> **Required work**
Transcribe the listing underneath, keeping each word exact and omitting the images.

> **Supplied material**
= = = = =
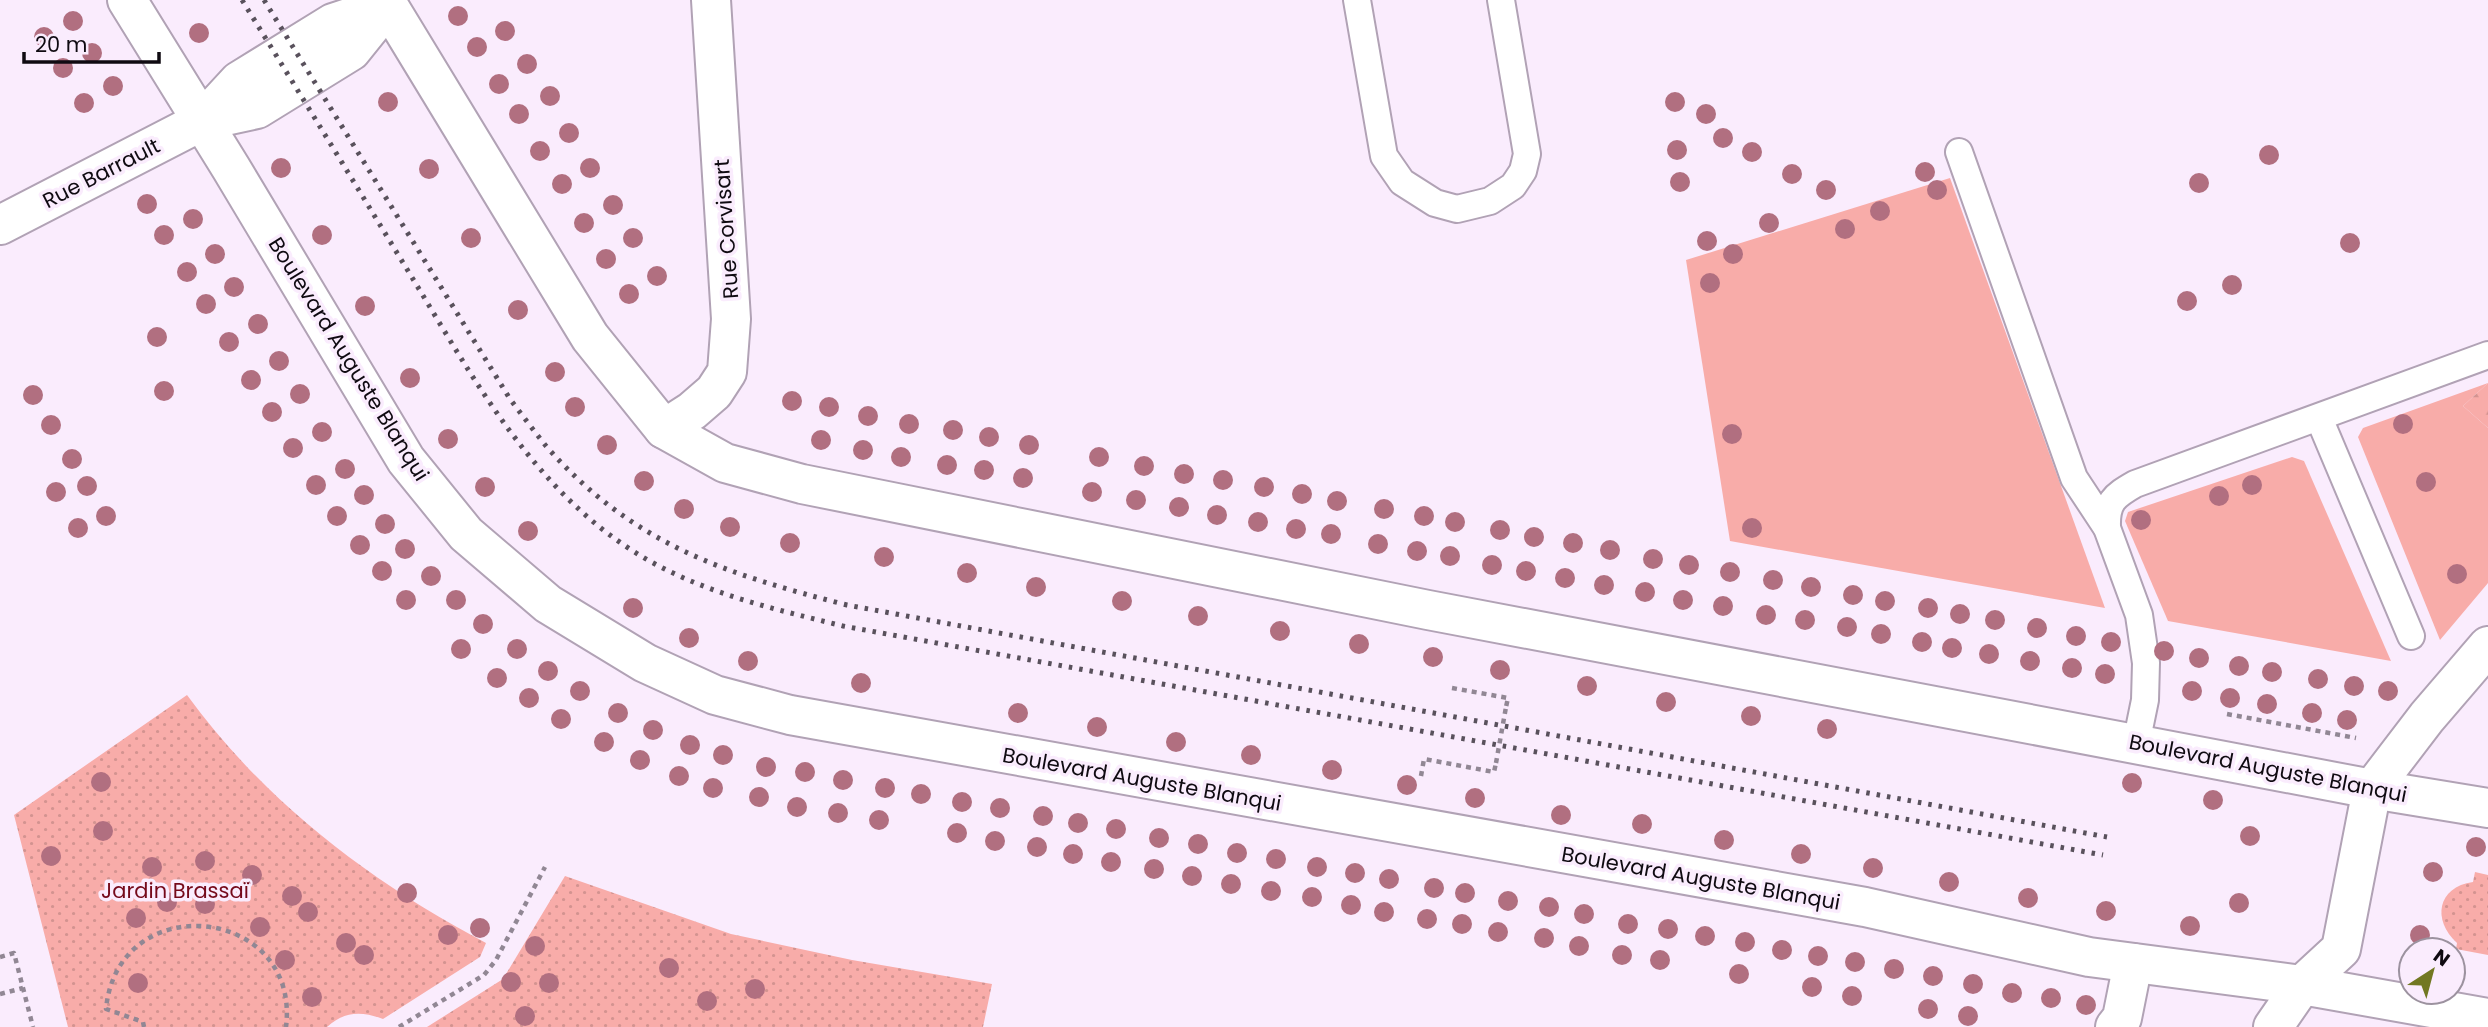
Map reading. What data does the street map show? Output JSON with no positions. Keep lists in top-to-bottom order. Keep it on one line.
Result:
{"streets":{"main road":["Rue Barrault","Rue Corvisart","Boulevard Auguste Blanqui"]},"crossings":[["Rue Barrault","Boulevard Auguste Blanqui"],["Rue Corvisart","Boulevard Auguste Blanqui"]],"parks":["Jardin Brassaï"],"scale_bar":"20 m","north":"top right"}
= = = = =
> **Expected answer**
Map reading. What data does the street map show? Output JSON with no positions. Keep lists in top-to-bottom order. Keep it on one line.
Result:
{"streets":{"main road":["Rue Barrault","Rue Corvisart","Boulevard Auguste Blanqui"]},"crossings":[["Rue Barrault","Boulevard Auguste Blanqui"],["Rue Corvisart","Boulevard Auguste Blanqui"]],"parks":["Jardin Brassaï"],"scale_bar":"20 m","north":"top right"}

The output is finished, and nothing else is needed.